:: RECORDED INFORMATION

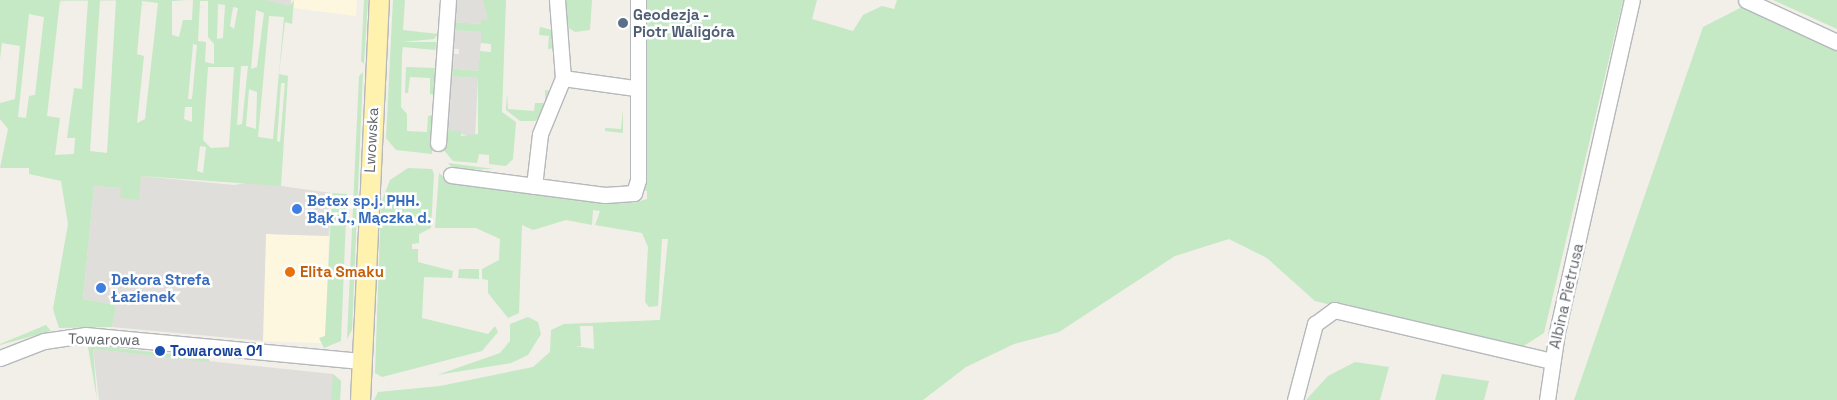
<!DOCTYPE html>
<meta charset="utf-8">
<style>
body{margin:0}
#map{position:relative;width:1837px;height:400px;overflow:hidden;background:#f1efe8;font-family:"Space Grotesk",sans-serif}
div>[style]{position:absolute}
.commercial>*{inset:0;background:#fef7e0;transform-origin:0 0}
.industrial>*{inset:0;background:#e0deda}
.green>*{inset:0;background:#c5e8c5}
.roads{filter:drop-shadow(1px 0 #b5b8bc) drop-shadow(-1px 0 #b5b8bc) drop-shadow(0 1px #b5b8bc) drop-shadow(0 -1px #b5b8bc)}
.minor>*{height:15px;margin:-7.5px;padding:0 7.5px;transform-origin:7.5px;border-radius:7.5px;background:#fff}
.major>*{height:19px;margin:-9.5px;padding:0 9.5px;transform-origin:9.5px;border-radius:9.5px;background:#fff2af}
.dots>*{width:14px;height:14px;translate:-50% -50%;box-sizing:border-box;border:2px solid #fff;border-radius:50%}
span{translate:-50% -50%;white-space:nowrap;text-align:center;line-height:1.15;-webkit-text-stroke:5px #fff;paint-order:stroke}
.service-label{font-size:15px;color:#4e5e75;font-weight:700}
.left{translate:0 -50%;text-align:left}
.street-label{font-size:15px;color:#5f6368}
.shop-label{font-size:15px;color:#366cbe;font-weight:700}
.food-label{font-size:15px;color:#c56008;font-weight:700}
.transit-label{font-size:15px;color:#164399;font-weight:700}
</style>
<div id="map">
<div class="commercial">
<div style="clip-path:polygon(294px 0,357px 0,356px 16px,293px 8px)"></div>
<div style="left:266px;top:234px;width:63px;height:107px;rotate:2deg"></div>
</div>
<div class="industrial">
<div style="clip-path:polygon(265px 0,291px 0,291px 6px,274px 6px)"></div>
<div style="clip-path:polygon(451px 0,483px 0,489px 10px,488px 20px,481px 24px,450px 22px)"></div>
<div style="clip-path:polygon(449px 30px,482px 32px,478px 71px,447px 68px,448px 54px,459px 54px,459px 49px,448px 48px)"></div>
<div style="clip-path:polygon(447px 76px,478px 78px,475px 137px,442px 130px)"></div>
<div style="clip-path:polygon(141px 176px,234px 185px,252px 182px,332px 193px,329px 236px,266px 234px,263px 341px,112px 327px,116px 305px,83px 299px,94px 186px,121px 188px,138px 200px)"></div>
<div style="clip-path:polygon(93px 349px,333px 374px,341px 381px,340px 400px,99px 400px)"></div>
</div>
<div class="green">
<div style="clip-path:polygon(evenodd,0 0,60px 0,47px 116px,60px 118px,55px 155px,74px 154px,75px 138px,67px 138px,74px 88px,82px 89px,88px 0,100px 0,90px 151px,107px 153px,116px 0,185px 0,172px 1px,172px 35px,179px 37px,183px 20px,192px 20px,193px 0,265px 0,290px 6px,294px 0,292px 24px,285px 22px,279px 74px,288px 76px,281px 186px,141px 176px,139px 200px,120px 198px,121px 188px,94px 186px,83px 299px,116px 305px,112px 327px,59px 328px,53px 309px,68px 224px,61px 181px,29px 174px,29px 168px,0 168px,8px 129px,0 119px,0 103px,15px 99px,20px 46px,2px 43px,0 59px,0 0,142px 1px,158px 3px,145px 119px,137px 123px,144px 56px,137px 54px,142px 1px,0 0,200px 1px,208px 1px,208px 37px,214px 44px,214px 64px,205px 62px,206px 42px,198px 41px,200px 1px,0 0,218px 4px,225px 5px,223px 38px,217px 39px,218px 4px,0 0,233px 7px,238px 8px,234px 29px,230px 26px,233px 7px,0 0,256px 10px,264px 13px,257px 67px,251px 69px,256px 10px,0 0,29px 14px,44px 17px,35px 95px,29px 96px,26px 118px,18px 117px,29px 14px,0 0,269px 16px,284px 17px,273px 139px,258px 137px,269px 16px,0 0,193px 44px,197px 45px,192px 99px,188px 99px,193px 44px,0 0,241px 66px,248px 66px,242px 124px,237px 125px,241px 66px,0 0,208px 67px,234px 67px,229px 147px,211px 148px,203px 140px,208px 67px,0 0,281px 83px,285px 83px,280px 142px,277px 141px,281px 83px,0 0,249px 89px,257px 92px,256px 129px,246px 126px,249px 89px,0 0,185px 107px,192px 107px,192px 122px,184px 119px,185px 107px,0 0,200px 146px,206px 147px,203px 173px,197px 171px,200px 146px)"></div>
<div style="clip-path:polygon(364px 0,368px 0,364px 64px,361px 61px)"></div>
<div style="clip-path:polygon(393px 0,405px 0,403px 30px,438px 34px,434px 39px,402px 42px,437px 42px,435px 50px,403px 47px,402px 53px,401px 107px,407px 114px,407px 131px,427px 132px,428px 116px,433px 115px,432px 154px,396px 150px,386px 138px)"></div>
<div style="clip-path:polygon(483px 0,506px 0,502px 112px,516px 122px,513px 159px,506px 166px,489px 164px,489px 155px,479px 154px,477px 163px,453px 161px,442px 148px,442px 130px,461px 131px,461px 136px,478px 134px,478px 78px,447px 76px,447px 68px,478px 71px,480px 51px,491px 52px,491px 44px,481px 43px,481px 32px,449px 30px,450px 22px,481px 24px,481px 20px,488px 20px)"></div>
<div style="clip-path:polygon(562px 0,592px 0,590px 30px,575px 32px,564px 25px)"></div>
<div style="clip-path:polygon(evenodd,643px 0,817px 0,812px 19px,853px 31px,863px 15px,882px 6px,894px 9px,897px 0,1623px 0,1544px 333px,1519px 349px,1342px 303px,1340px 307px,1315px 301px,1267px 258px,1229px 239px,1175px 256px,1059px 332px,1014px 344px,966px 367px,923px 400px,374px 400px,378px 392px,440px 386px,533px 367px,550px 352px,551px 330px,564px 324px,660px 320px,668px 239px,662px 239px,658px 306px,649px 307px,645px 302px,648px 247px,642px 233px,595px 225px,600px 211px,593px 210px,592px 225px,566px 220px,533px 230px,522px 225px,519px 313px,508px 318px,488px 293px,488px 280px,482px 279px,482px 269px,499px 260px,500px 239px,476px 228px,435px 228px,439px 173px,453px 184px,633px 203px,647px 199px,647px 191px,642px 190px,647px 92px,643px 0,580px 326px,593px 326px,594px 349px,575px 346px,581px 346px,580px 326px)"></div>
<div style="clip-path:polygon(1773px 0,1837px 0,1837px 29px)"></div>
<div style="clip-path:polygon(1744px 6px,1837px 48px,1837px 400px,1574px 400px,1703px 27px)"></div>
<div style="clip-path:polygon(540px 27px,552px 30px,555px 48px,548px 49px,549px 36px,539px 35px)"></div>
<div style="clip-path:polygon(406px 67px,435px 68px,434px 95px,430px 94px,430px 78px,410px 77px,408px 93px,405px 93px)"></div>
<div style="clip-path:polygon(363px 72px,352px 330px,347px 339px,359px 76px)"></div>
<div style="clip-path:polygon(545px 90px,550px 91px,542px 115px,535px 121px,520px 121px,506px 110px,507px 93px,508px 109px,534px 111px,535px 103px,545px 103px)"></div>
<div style="clip-path:polygon(623px 109px,623px 133px,605px 131px,605px 128px,621px 129px)"></div>
<div style="clip-path:polygon(448px 163px,494px 169px,454px 170px)"></div>
<div style="clip-path:polygon(408px 168px,432px 169px,434px 174px,431px 228px,419px 234px,419px 243px,412px 244px,412px 249px,418px 249px,418px 262px,453px 271px,452px 278px,424px 277px,422px 318px,488px 334px,495px 326px,498px 332px,482px 351px,382px 377px,375px 373px,381px 203px,390px 180px)"></div>
<div style="clip-path:polygon(332px 193px,347px 194px,341px 341px,324px 348px,319px 338px,325px 336px)"></div>
<div style="clip-path:polygon(459px 269px,479px 269px,479px 279px,458px 278px)"></div>
<div style="clip-path:polygon(528px 317px,538px 322px,541px 334px,528px 355px,511px 363px,437px 375px,500px 353px,510px 341px,510px 324px)"></div>
<div style="clip-path:polygon(46px 325px,51px 331px,0 345px,0 344px)"></div>
<div style="clip-path:polygon(99px 346px,208px 358px,210px 362px,93px 349px,97px 400px,88px 347px)"></div>
<div style="clip-path:polygon(1355px 362px,1389px 367px,1380px 400px,1306px 400px,1328px 376px)"></div>
<div style="clip-path:polygon(333px 374px,341px 381px,340px 400px,331px 400px)"></div>
<div style="clip-path:polygon(1442px 374px,1489px 381px,1484px 400px,1435px 400px)"></div>
</div>
<div class="roads">
<div class="minor">
<div style="left:1746px;top:0;width:100px;rotate:24.8deg"></div>
<div style="left:563px;top:78px;width:73px;rotate:7.9deg"></div>
<div style="left:438px;top:143px;width:143px;rotate:-86deg"></div>
<div style="left:451px;top:175px;width:155px;rotate:7.4deg"></div>
<div style="left:605px;top:195px;width:29px;rotate:-4deg"></div>
<div style="left:634px;top:193px;width:14px;rotate:-73deg"></div>
<div style="left:638px;top:180px;width:180px;rotate:-90deg"></div>
<div style="left:534px;top:186px;width:52px;rotate:-83.4deg"></div>
<div style="left:540px;top:134px;width:61px;rotate:-67.7deg"></div>
<div style="left:563px;top:78px;width:78px;rotate:-94.4deg"></div>
<div style="left:0;top:358px;width:47px;rotate:-21.1deg"></div>
<div style="left:44px;top:341px;width:41px;rotate:-8.3deg"></div>
<div style="left:85px;top:335px;width:277px;rotate:5.4deg"></div>
<div style="left:1295px;top:400px;width:79px;rotate:-75.3deg"></div>
<div style="left:1315px;top:324px;width:24px;rotate:-36deg"></div>
<div style="left:1334px;top:310px;width:223px;rotate:13.2deg"></div>
<div style="left:1547px;top:400px;width:69px;rotate:-81.6deg"></div>
<div style="left:1557px;top:332px;width:340px;rotate:-77.3deg"></div>
</div>
<div class="major">
<div style="left:360px;top:400px;width:400px;rotate:-87.3deg"></div>
</div>
</div>
<div class="dots">
<div style="left:623px;top:23px;background:#5c6f8a"></div>
<div style="left:297px;top:209px;background:#3f7fe0"></div>
<div style="left:290px;top:272px;background:#e8710a"></div>
<div style="left:101px;top:288px;background:#3f7fe0"></div>
<div style="left:160px;top:351px;background:#1a4fb4"></div>
</div>
<div class="service-label">
<span class="left" style="left:633px;top:23px">Geodezja -<br>Piotr Waligóra</span>
</div>
<div class="street-label">
<span style="left:371px;top:140px;rotate:-87deg">Lwowska</span>
<span style="left:1566px;top:296px;rotate:-77deg">Albina Pietrusa</span>
<span style="left:104px;top:339px;rotate:1deg">Towarowa</span>
</div>
<div class="shop-label">
<span class="left" style="left:307px;top:209px">Betex sp.j. PHH.<br>Bąk J., Mączka d.</span>
<span class="left" style="left:111px;top:288px">Dekora Strefa<br>Łazienek</span>
</div>
<div class="food-label">
<span class="left" style="left:300px;top:272px">Elita Smaku</span>
</div>
<div class="transit-label">
<span class="left" style="left:170px;top:351px">Towarowa 01</span>
</div>
</div>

::::

### PROBLEM
Could you find every line in the records above that contains the word "transform" and copy it?

### EXPECTED OUTPUT
.commercial>*{inset:0;background:#fef7e0;transform-origin:0 0}
.minor>*{height:15px;margin:-7.5px;padding:0 7.5px;transform-origin:7.5px;border-radius:7.5px;background:#fff}
.major>*{height:19px;margin:-9.5px;padding:0 9.5px;transform-origin:9.5px;border-radius:9.5px;background:#fff2af}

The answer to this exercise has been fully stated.